Félix Tshisekedi, líder da UDPS, o maior partido da oposição na RDC, sublinhou igualmente a sua alegria pela libertação de Bemba e admitiu que esse facto poderá abrir uma nova fase na política nacional, com o reforço claro das alternativas ao poder totalitário de Kabila.
A reacção de Kabila, de viva voz, ainda não aconteceu, mas deverá mexer-se contra Bemba porque é claramente mais um problema a ultrapassar na sua corrida à manutenção do poder, que está claramente em curso.
Kabila é candidato, ou não?
O actual Presidente da República Democrática do Congo está constitucionalmente impedido de se candidatar a um 3º mandato, mas os seus adversários acreditam que está mesmo a preparar o terreno para se recandidatar, pondo o gigante Congo, de novo, a um passo do caos e o continente africano a dois de uma enorme dor de cabeça.
Depois de o seu Partido Popular para a Reconstrução e Democracia (PPRD) ter lançado, há semanas, uma campanha com a cara de Kabila anunciando-o como o seu "candidato 100%", agora surgiu aquilo que é já considerado como a plataforma que assegura a incontornável candidatura de Kabila, excepto se a RDC voltar a ser afogada em violência, como aconteceu em 2017.
A plataforma recém-criada Frente Comum para o Congo (FCC), denominada como "grande coligação eleitoral", que deverá substituir a anterior Maioria Presidencial (MP) que Kabila usou como moldura para as suas candidaturas anteriores, apontou Joseph Kabila como figura titular da campanha que está subjacente à sua criação.
Apesar de Kabila ainda não ter dito de viva voz que é candidato, e face ao facto de a Constituição ser peremptória no impedimento de um 3º mandato consecutivo, o seu partido, o PPRD, já tirou as dúvidas ao garantir que não existe outro candidato senão ele.
Isto surge em contra-mão com o que diz o primeiro-ministro da RDC, Bruno Tshibala, que garantiu já que não, que Kabila não é candidato e até, a partir do Canadá, anunciou que o próprio iria fazer esse anúncio formal em Luanda, à frente dos lideres regionais da SADC.
Ainda não sucedeu, mas a visita recente do ministro dos Negócios Estrangeiros congolês a Luanda deixa antever que poderá acontecer em breve.
Recorde-se que no denominado São Silvestre, assinado a 31 de Dexembro de 2016, depois de um adiamento das eleições e num ambiente de terror nas ruas de Kinshasa e das principais cidades do país, com dezenas de milhares a protestar contra Kabila e a exigir eleições, com centenas de mortos e milhares de feridos pelo caminho, o Presidente assumia a condição de não ser candidato e de organizar eleições em 2017.

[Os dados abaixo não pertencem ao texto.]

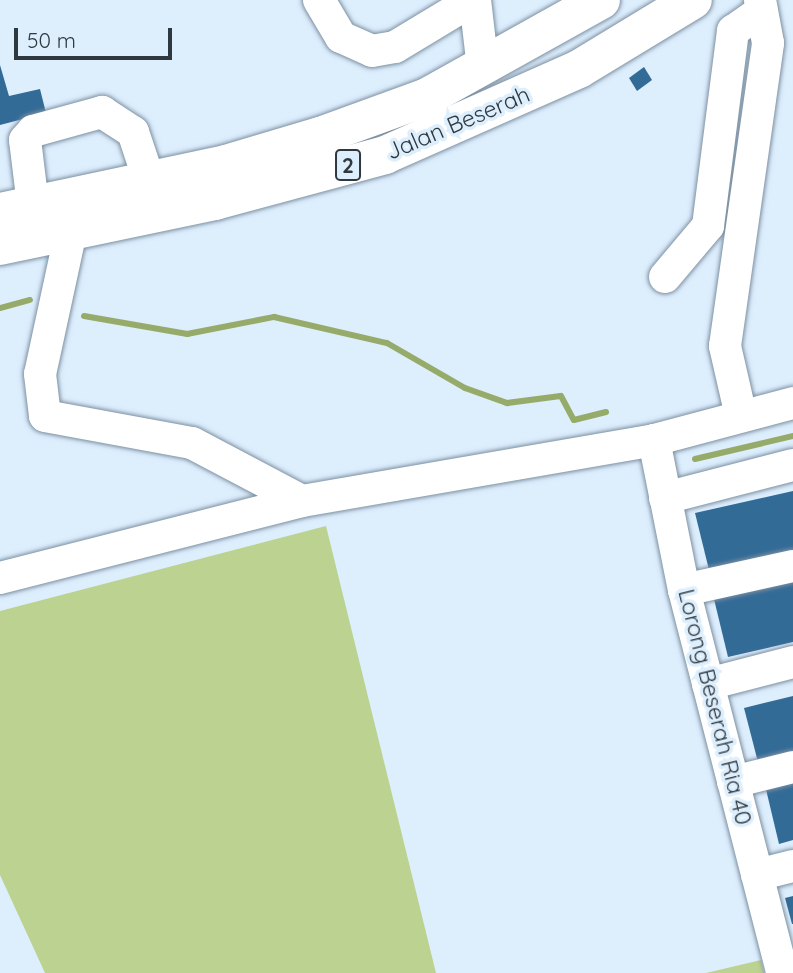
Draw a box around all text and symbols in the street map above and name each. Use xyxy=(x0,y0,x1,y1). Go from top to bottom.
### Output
scale bar xyxy=(18,14,175,58)
text: 50 m xyxy=(27,27,76,53)
street label: Jalan Beserah xyxy=(382,80,534,166)
road number: 2 xyxy=(334,148,362,182)
street label: Lorong Beserah Ria 40 xyxy=(672,586,758,828)

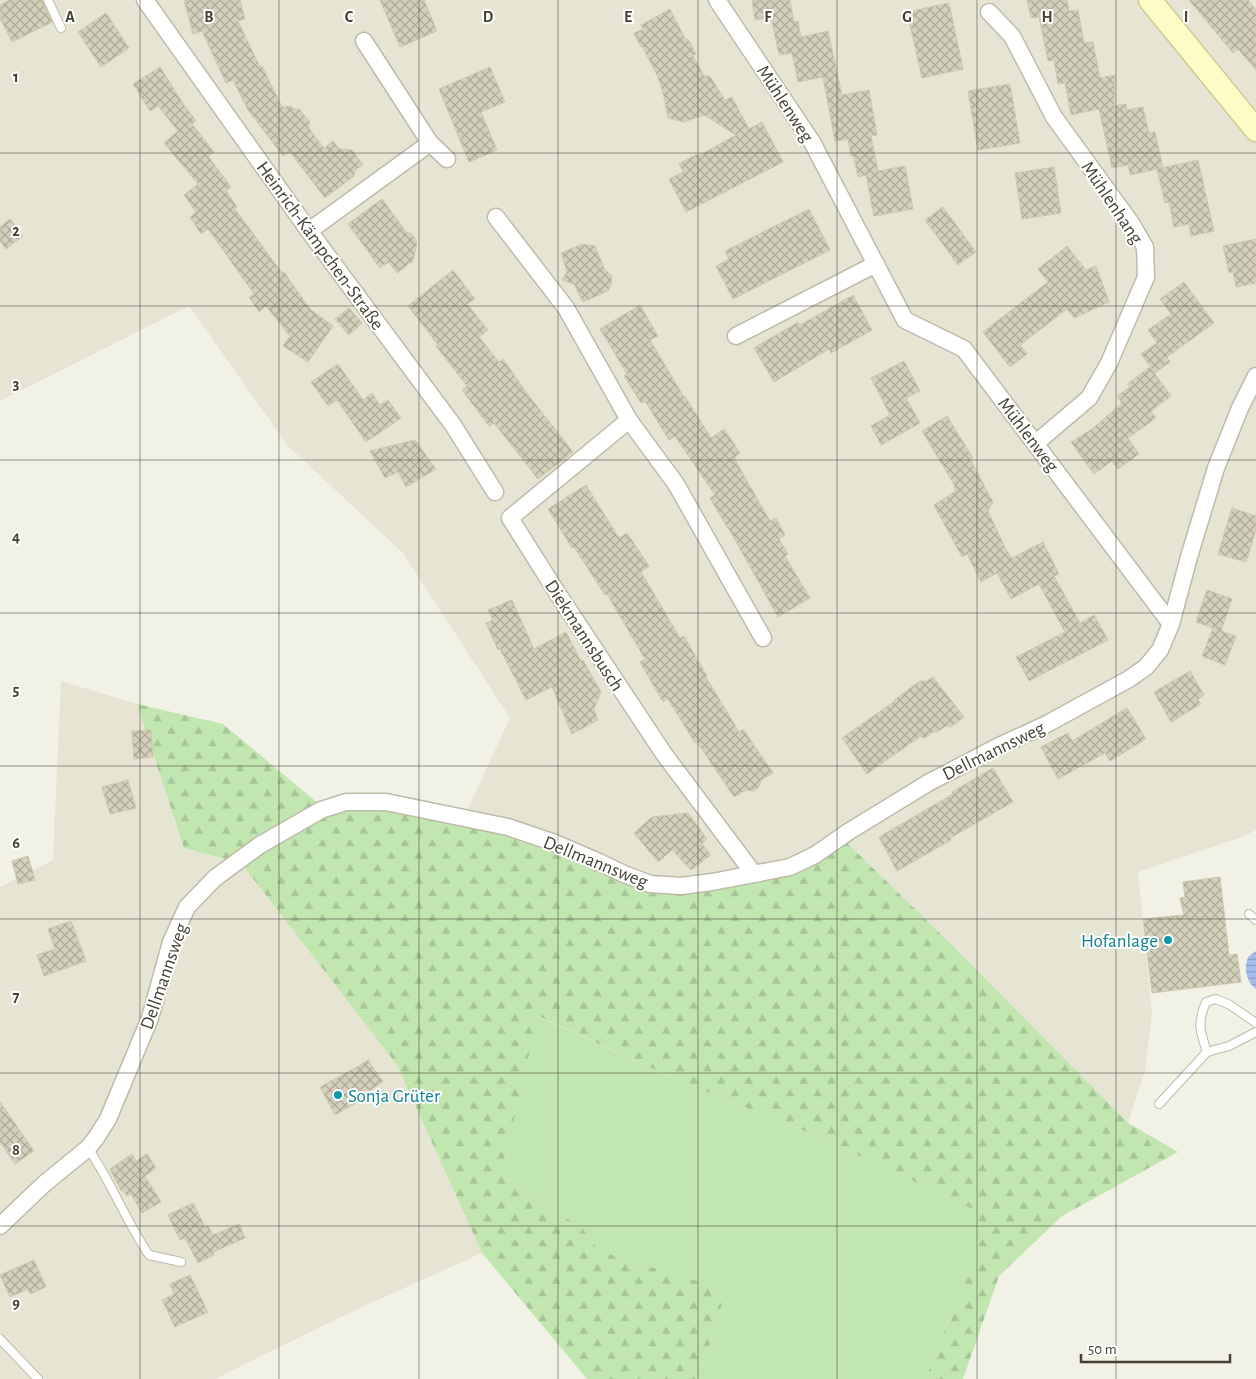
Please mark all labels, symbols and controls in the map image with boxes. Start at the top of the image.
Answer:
text: A [65,9,75,25]
text: B [204,9,214,25]
text: C [345,9,354,25]
text: D [483,9,494,25]
text: E [624,9,632,25]
text: F [764,9,772,25]
text: G [902,9,912,25]
text: H [1041,9,1053,25]
text: I [1184,9,1188,25]
street label: Mühlenweg [753,62,817,146]
text: 1 [13,69,19,85]
street label: Heinrich-Kämpchen-Straße [252,158,387,334]
street label: Mühlenhang [1077,158,1147,248]
text: 2 [12,223,20,239]
text: 3 [13,376,20,392]
street label: Mühlenweg [994,394,1062,476]
text: 4 [12,529,20,545]
street label: Diekmannsbusch [541,577,627,695]
text: 5 [13,682,20,698]
street label: Dellmannsweg [940,718,1048,784]
street label: Dellmannsweg [540,833,651,892]
text: 6 [12,835,20,851]
street label: Dellmannsweg [137,920,192,1032]
place label: Hofanlage [1081,932,1158,951]
marker: Hofanlage [1162,934,1174,946]
text: 7 [13,989,20,1005]
place label: Sonja Grüter [348,1087,440,1106]
marker: Sonja Grüter [332,1089,344,1101]
text: 8 [12,1142,20,1158]
text: 9 [12,1295,20,1311]
scale bar [1081,1332,1230,1364]
text: 50 m [1088,1342,1117,1357]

Isso não aconteceu e Kabila reagendou a ida às urnas para 23 de Dezembro deste ano, 2018, sem nunca garantir que não é candidato, deixando apenas os seus mais próximos dizerem que a Constituição não será violada.
Os interesses em jogo são muitos, com milhões em jogo nos muitos negócios que ele e a sua família têm nas principais empresas do país.
Mas, ao mesmo tempo, põe em marcha uma gigantesca operação de promoção da sua candidatura, com outdoors e programas de rádio nas comunidades mais remotas, sendo, agora, a escassos seis meses das eleições - se a data for cumprida -, a máscara caiu e é já claro que Kabila está a preparar a sua recandidatura com vigor e empenho.